After having the privilege of conversing with Haki Madhubuti and Joanne Gabbin this past Wednesday at the 16th National Black Writers Conference, I have decided to post the closing paragraphs of an unpublished essay about the trajectory of Madhubuti’s nonfiction work.
In 2016, Haki Madhubuti published his most sweeping political statement, Taking Bullets: Terrorism and Black Life in Twenty-First Century America Confronting White Nationalism, Supremacy, Privilege, Plutocracy and Oligarchy. A Poet’s Representation and Challenge. He began writing the book following the killing of Tamir Rice, and it is dedicated in part to “all children of all cultures who I hope will grow up without being contaminated and acculturated by the deadly ideology of white supremacy/white nationalism or religious nationalism.” While still a strident critic of White-supremacist imperatives, he decried the fact that, in his view, “There is little if any discussion nationally on the acute poverty of Appalachian and Delta Mississippi poor whites. This discussion would introduce the conversation of class inequality among whites and the rich avoid this reality like the plague.”
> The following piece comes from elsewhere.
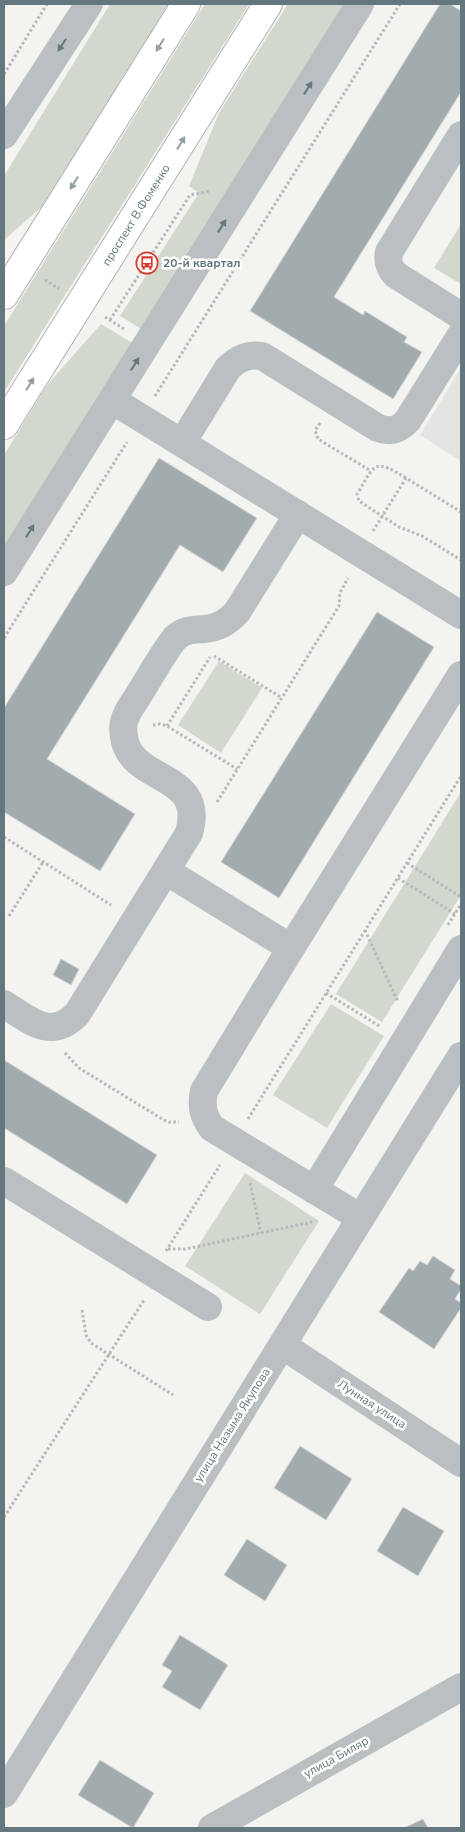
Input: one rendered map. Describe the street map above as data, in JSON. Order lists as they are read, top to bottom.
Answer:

Along with criticizing developments like, in his opinion, ill-advised U.S. military adventures in the Middle East and misguided largesse for armaments industries, he called for a new social-justice movement led by young people of all cultures that would push for numerous initiatives, including “quality education, full employment, adequate housing, single payer healthcare, clean water rights, and police brutality elimination.” Madhubuti also disclosed that after listening to Bernie Sanders for years on the Thom Hartmann Show, examining his voting record in the Senate, reading Harvey Jaffee’s Why Bernie Matters as well as Sanders’s own The Speech, he became a supporter. He revealed that Sanders’s values and vision for the country were much like his own.
Tracking the Right
In 2017, Madhubuti co-edited with Lasana Kazembe an anthology titled Not Our President, the aim of which is to inspire “progressive movement-building” in opposition to the Trump agenda. Contributors include Cornel West, Bill Ayers, Herb Boyd, Henry Giroux, Ishmael Reed, Molefi Asante, Gerald Horne, Maulana Karenga, Julianne Malveaux, Elizabeth Warren, and Talib Kweli Greene. In his concluding remarks, Haki reminisced about the numerous car trips he took through Illinois, Michigan, Ohio, Iowa, Indiana, Wisconsin, and Kentucky while on his way to conferences and speaking engagements. During his trips he often listened to the radio. “What I discovered,” he shared, “was that there were about 400 rabid right-wing white supremacist radio stations across the land. And it is very clear that the nation moves on 18-wheel trucks and there are millions of white truck drivers crisscrossing the country listening to this right-wing white supremacist neo-fascist drivel and accepting it as gospel. Therefore, we have millions of white men and some women, going home each week confirmed in their misinformation and ignorance. Their fears confirmed to them daily by the likes of Alex Jones, Rush Limbaugh, Bill O’Reilly, Sean Hannity, and others.” By a simple calculation, Haki concluded that given their families and extended families, four million white drivers traversing the country each week yields a Trump base of 20-25 million people, more than half of whom are women.”[i] Madhubuti was clear-eyed about the discursive battlefield and showed no signs of shying away.
Fulfilling the Mission
Madhubuti has performed superbly as a Black public intellectual in the sense that we should recover that term. Such people should be our free-agent, intellectual first responders to political and moral crises. They should not be tethered to or compromised by arrangements that foreclose honest assessment. For our part, because of the urgent instances that they and we encounter, we should grant them space for thought experimentation and incomplete formulations if they have consistently displayed magnanimity of heart and possess a track record of speaking in the interest of the Black community as a whole and in the interest of humanity overall as well as a history of engaging in related initiatives. Thus, we can assume their good will and work out their theoretical oversights or excesses over time. We can, in fact, appreciate their evolving ideas, say, from cultural nationalist to many-faceted cultural nationalist plus. As their understanding increases regarding the requirements of liberation efforts, it is a gift to us all. That is the example of Wells, Du Bois, and others. In other words, you really don’t hang out a shingle and brand yourself a Black public intellectual. You earn that title in the crucible of struggle and in a demonstration of love for and commitment to Black people. This has been the motion of Madhubuti for over 50 years. As an artist, educator, and institution builder, he has been, with much personal sacrifice, a vital voice and invaluable change agent. In our most useful conception of the Black public intellectual, there is none finer to recommend.